Read the records and write them out again exactly.

------ Available data ------

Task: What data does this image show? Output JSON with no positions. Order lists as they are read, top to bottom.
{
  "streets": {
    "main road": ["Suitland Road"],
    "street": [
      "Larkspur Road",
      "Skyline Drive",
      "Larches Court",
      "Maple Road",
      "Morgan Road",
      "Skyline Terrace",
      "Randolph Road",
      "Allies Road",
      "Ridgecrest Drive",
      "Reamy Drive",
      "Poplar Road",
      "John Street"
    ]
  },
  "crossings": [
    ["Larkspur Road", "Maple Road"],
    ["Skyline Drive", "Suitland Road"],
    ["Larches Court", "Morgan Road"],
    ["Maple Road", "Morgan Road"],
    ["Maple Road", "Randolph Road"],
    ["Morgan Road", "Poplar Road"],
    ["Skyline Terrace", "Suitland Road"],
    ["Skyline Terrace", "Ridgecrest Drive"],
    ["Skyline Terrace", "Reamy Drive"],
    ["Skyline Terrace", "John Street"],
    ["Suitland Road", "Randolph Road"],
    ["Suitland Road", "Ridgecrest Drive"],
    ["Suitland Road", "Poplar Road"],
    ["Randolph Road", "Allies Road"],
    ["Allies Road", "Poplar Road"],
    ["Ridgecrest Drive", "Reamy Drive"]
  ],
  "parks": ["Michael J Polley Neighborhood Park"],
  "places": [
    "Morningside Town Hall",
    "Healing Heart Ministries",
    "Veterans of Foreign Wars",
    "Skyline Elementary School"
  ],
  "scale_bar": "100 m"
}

------

Answer to this exercise:
Task: What data does this image show? Output JSON with no positions. Order lists as they are read, top to bottom.
{
  "streets": {
    "main road": ["Suitland Road"],
    "street": [
      "Larkspur Road",
      "Skyline Drive",
      "Larches Court",
      "Maple Road",
      "Morgan Road",
      "Skyline Terrace",
      "Randolph Road",
      "Allies Road",
      "Ridgecrest Drive",
      "Reamy Drive",
      "Poplar Road",
      "John Street"
    ]
  },
  "crossings": [
    ["Larkspur Road", "Maple Road"],
    ["Skyline Drive", "Suitland Road"],
    ["Larches Court", "Morgan Road"],
    ["Maple Road", "Morgan Road"],
    ["Maple Road", "Randolph Road"],
    ["Morgan Road", "Poplar Road"],
    ["Skyline Terrace", "Suitland Road"],
    ["Skyline Terrace", "Ridgecrest Drive"],
    ["Skyline Terrace", "Reamy Drive"],
    ["Skyline Terrace", "John Street"],
    ["Suitland Road", "Randolph Road"],
    ["Suitland Road", "Ridgecrest Drive"],
    ["Suitland Road", "Poplar Road"],
    ["Randolph Road", "Allies Road"],
    ["Allies Road", "Poplar Road"],
    ["Ridgecrest Drive", "Reamy Drive"]
  ],
  "parks": ["Michael J Polley Neighborhood Park"],
  "places": [
    "Morningside Town Hall",
    "Healing Heart Ministries",
    "Veterans of Foreign Wars",
    "Skyline Elementary School"
  ],
  "scale_bar": "100 m"
}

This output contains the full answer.